Assignment -> Below are records; copy every line in them that holds the word "bubble".

Source information ->
━━━━━━

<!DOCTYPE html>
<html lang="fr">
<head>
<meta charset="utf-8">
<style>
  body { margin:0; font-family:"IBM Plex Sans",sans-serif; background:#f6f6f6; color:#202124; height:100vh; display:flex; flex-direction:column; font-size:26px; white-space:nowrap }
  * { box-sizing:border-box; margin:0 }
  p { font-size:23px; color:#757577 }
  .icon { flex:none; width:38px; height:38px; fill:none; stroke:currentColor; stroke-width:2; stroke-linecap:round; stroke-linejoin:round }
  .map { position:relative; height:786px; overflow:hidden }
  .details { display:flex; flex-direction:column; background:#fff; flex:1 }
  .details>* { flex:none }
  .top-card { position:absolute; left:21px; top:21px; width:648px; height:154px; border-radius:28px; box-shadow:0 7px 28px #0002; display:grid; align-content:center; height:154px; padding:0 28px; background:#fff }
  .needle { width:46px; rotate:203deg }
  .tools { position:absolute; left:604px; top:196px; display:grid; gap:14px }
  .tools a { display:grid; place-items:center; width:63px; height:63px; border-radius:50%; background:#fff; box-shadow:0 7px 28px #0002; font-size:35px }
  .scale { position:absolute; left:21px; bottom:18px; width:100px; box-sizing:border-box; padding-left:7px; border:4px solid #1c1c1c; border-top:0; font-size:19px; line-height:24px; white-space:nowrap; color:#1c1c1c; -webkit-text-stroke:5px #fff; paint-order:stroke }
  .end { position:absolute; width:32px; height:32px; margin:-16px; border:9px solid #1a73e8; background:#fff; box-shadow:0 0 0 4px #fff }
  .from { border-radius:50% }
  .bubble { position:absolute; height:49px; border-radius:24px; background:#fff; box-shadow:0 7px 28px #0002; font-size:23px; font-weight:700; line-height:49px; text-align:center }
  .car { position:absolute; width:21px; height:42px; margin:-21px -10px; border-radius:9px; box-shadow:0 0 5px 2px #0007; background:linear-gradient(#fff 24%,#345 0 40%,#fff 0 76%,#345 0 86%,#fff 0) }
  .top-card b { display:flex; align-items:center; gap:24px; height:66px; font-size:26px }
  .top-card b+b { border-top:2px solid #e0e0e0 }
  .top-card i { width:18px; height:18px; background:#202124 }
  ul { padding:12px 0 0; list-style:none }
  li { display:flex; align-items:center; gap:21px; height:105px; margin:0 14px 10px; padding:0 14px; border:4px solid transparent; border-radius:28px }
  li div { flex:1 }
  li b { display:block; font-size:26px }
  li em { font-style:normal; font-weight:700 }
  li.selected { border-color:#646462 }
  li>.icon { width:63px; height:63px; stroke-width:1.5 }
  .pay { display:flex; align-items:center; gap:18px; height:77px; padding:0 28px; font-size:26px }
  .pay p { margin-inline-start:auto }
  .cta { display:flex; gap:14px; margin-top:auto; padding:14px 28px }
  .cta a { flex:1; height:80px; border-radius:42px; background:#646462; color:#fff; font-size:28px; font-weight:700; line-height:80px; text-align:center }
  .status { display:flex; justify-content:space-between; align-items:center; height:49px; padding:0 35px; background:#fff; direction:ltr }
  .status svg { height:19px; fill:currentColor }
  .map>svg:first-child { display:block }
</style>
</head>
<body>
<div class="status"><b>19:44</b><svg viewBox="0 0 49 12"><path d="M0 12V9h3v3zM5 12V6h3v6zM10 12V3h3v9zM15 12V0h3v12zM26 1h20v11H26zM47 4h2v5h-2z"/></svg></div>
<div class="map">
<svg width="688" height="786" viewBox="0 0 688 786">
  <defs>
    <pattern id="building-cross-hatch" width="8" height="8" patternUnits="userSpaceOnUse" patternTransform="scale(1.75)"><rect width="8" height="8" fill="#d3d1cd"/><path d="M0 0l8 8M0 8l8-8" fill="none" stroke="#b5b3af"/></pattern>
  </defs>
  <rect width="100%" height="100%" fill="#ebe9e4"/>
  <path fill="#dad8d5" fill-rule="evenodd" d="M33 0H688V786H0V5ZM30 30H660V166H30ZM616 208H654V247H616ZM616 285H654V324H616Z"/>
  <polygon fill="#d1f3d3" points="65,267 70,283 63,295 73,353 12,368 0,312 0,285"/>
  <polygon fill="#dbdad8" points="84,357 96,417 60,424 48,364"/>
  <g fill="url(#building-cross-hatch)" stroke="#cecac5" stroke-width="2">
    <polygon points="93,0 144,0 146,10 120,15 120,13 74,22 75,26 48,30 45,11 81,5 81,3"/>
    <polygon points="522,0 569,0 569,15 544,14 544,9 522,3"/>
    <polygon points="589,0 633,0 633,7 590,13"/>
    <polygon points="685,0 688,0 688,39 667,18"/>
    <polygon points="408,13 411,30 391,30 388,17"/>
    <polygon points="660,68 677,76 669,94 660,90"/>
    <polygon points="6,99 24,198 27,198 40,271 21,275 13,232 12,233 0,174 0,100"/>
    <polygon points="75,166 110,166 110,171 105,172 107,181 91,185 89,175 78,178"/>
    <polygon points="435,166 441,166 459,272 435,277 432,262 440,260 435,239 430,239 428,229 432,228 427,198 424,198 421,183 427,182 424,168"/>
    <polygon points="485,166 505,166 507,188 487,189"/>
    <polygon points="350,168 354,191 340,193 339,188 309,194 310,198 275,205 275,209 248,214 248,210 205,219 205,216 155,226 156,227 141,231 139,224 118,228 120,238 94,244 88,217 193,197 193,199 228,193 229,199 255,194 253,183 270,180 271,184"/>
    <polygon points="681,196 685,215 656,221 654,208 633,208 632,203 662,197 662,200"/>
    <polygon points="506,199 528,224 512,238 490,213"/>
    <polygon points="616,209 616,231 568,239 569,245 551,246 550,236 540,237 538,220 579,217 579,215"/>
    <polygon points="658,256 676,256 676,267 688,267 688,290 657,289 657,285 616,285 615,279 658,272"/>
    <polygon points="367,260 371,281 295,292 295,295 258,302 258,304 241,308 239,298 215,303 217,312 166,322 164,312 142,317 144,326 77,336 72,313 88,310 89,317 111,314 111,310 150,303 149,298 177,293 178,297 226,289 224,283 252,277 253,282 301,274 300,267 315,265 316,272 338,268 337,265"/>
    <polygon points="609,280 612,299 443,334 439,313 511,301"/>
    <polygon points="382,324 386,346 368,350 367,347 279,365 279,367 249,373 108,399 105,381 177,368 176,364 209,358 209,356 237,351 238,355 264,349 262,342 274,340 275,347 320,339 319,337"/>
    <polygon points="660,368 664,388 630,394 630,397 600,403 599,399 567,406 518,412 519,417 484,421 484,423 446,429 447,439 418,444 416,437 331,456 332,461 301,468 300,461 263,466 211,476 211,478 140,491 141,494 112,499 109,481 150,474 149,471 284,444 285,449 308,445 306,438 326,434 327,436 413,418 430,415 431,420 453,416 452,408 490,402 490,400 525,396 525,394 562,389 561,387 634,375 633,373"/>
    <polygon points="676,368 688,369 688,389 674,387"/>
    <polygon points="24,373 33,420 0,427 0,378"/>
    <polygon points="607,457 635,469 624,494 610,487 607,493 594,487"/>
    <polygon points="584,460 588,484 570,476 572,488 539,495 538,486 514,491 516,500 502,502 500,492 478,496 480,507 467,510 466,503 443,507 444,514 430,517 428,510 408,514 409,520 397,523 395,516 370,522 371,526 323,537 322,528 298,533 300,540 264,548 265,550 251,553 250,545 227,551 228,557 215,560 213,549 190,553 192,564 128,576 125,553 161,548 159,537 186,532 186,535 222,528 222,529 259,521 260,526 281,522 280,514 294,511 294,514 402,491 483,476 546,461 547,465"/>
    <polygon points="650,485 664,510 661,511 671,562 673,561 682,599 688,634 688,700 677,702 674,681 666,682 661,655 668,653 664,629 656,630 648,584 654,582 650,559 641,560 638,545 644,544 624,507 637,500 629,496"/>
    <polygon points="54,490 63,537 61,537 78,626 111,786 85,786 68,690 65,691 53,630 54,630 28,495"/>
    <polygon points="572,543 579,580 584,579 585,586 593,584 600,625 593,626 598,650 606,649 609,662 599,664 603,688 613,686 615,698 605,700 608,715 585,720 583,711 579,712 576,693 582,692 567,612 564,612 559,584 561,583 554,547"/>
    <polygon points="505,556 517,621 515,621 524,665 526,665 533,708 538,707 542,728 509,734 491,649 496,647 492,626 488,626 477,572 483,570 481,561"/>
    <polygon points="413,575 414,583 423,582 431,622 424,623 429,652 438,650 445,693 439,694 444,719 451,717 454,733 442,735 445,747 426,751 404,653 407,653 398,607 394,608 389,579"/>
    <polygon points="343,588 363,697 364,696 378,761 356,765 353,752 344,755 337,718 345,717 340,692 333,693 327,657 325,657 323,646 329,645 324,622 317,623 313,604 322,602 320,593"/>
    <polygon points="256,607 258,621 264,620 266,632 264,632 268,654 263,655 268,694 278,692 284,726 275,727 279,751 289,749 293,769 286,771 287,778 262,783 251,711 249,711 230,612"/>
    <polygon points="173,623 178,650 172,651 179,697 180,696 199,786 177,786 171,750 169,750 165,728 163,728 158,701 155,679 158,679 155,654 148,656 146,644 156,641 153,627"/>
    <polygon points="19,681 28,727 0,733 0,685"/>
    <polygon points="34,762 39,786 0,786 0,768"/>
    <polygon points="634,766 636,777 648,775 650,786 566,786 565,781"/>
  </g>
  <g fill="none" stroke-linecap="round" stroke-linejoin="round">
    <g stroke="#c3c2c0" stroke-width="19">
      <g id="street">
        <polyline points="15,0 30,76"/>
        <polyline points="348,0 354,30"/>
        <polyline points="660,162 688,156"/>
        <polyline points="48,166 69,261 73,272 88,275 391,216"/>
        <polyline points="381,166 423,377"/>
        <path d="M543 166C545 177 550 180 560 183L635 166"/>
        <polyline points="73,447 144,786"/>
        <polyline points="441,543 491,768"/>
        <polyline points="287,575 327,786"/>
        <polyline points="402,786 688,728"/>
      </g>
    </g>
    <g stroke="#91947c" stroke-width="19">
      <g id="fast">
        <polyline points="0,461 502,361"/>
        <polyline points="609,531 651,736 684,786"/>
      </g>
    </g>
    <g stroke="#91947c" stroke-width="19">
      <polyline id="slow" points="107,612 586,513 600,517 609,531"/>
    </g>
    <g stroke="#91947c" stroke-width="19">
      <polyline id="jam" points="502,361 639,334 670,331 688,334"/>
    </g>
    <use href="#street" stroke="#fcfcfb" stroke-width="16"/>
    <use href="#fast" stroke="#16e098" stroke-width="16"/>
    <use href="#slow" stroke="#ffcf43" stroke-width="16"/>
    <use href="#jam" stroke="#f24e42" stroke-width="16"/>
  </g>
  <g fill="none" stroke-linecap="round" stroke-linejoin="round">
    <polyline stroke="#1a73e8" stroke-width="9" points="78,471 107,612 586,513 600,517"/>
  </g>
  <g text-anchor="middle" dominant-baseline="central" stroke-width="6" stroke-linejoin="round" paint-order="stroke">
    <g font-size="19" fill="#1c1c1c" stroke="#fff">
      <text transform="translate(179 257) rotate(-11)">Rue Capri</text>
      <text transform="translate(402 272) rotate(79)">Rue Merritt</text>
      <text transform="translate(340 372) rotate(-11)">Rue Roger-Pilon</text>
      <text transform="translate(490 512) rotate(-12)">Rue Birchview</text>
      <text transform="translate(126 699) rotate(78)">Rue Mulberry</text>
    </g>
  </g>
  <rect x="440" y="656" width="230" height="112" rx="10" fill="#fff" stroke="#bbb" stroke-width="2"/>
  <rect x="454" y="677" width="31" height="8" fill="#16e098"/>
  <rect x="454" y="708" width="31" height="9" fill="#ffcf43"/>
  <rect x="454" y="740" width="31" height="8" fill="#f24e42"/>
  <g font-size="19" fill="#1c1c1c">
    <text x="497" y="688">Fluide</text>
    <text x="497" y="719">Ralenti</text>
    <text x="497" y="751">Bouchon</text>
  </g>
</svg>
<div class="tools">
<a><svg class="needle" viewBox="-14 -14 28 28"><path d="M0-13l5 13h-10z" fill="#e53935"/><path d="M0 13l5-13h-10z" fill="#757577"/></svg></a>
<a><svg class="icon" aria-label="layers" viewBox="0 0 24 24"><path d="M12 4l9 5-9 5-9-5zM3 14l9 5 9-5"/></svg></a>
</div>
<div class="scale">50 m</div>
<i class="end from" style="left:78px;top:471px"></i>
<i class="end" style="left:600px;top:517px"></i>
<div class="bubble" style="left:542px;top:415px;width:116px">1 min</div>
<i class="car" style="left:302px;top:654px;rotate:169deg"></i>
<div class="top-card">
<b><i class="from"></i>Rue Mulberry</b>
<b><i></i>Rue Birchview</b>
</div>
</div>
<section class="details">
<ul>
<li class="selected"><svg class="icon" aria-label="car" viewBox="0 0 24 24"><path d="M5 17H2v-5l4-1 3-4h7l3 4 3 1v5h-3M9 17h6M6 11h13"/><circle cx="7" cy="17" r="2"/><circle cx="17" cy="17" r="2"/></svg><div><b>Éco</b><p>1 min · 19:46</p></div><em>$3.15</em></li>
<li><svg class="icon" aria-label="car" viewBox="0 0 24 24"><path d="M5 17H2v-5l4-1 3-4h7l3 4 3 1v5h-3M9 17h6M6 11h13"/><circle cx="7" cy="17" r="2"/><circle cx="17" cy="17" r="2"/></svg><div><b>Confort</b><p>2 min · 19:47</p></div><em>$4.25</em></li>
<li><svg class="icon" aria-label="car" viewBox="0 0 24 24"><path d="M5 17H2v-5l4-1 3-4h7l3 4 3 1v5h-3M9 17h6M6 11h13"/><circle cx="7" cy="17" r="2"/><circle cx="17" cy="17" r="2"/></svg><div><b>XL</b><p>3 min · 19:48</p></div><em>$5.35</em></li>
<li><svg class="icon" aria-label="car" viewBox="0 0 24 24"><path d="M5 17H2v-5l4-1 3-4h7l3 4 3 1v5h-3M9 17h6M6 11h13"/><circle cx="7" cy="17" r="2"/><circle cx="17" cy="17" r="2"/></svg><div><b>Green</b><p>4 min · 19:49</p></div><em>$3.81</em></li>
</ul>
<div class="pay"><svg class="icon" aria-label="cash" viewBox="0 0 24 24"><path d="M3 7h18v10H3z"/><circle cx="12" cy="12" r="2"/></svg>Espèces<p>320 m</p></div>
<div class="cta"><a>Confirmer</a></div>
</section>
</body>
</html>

━━━━━━

Answer box ->
  .bubble { position:absolute; height:49px; border-radius:24px; background:#fff; box-shadow:0 7px 28px #0002; font-size:23px; font-weight:700; line-height:49px; text-align:center }
<div class="bubble" style="left:542px;top:415px;width:116px">1 min</div>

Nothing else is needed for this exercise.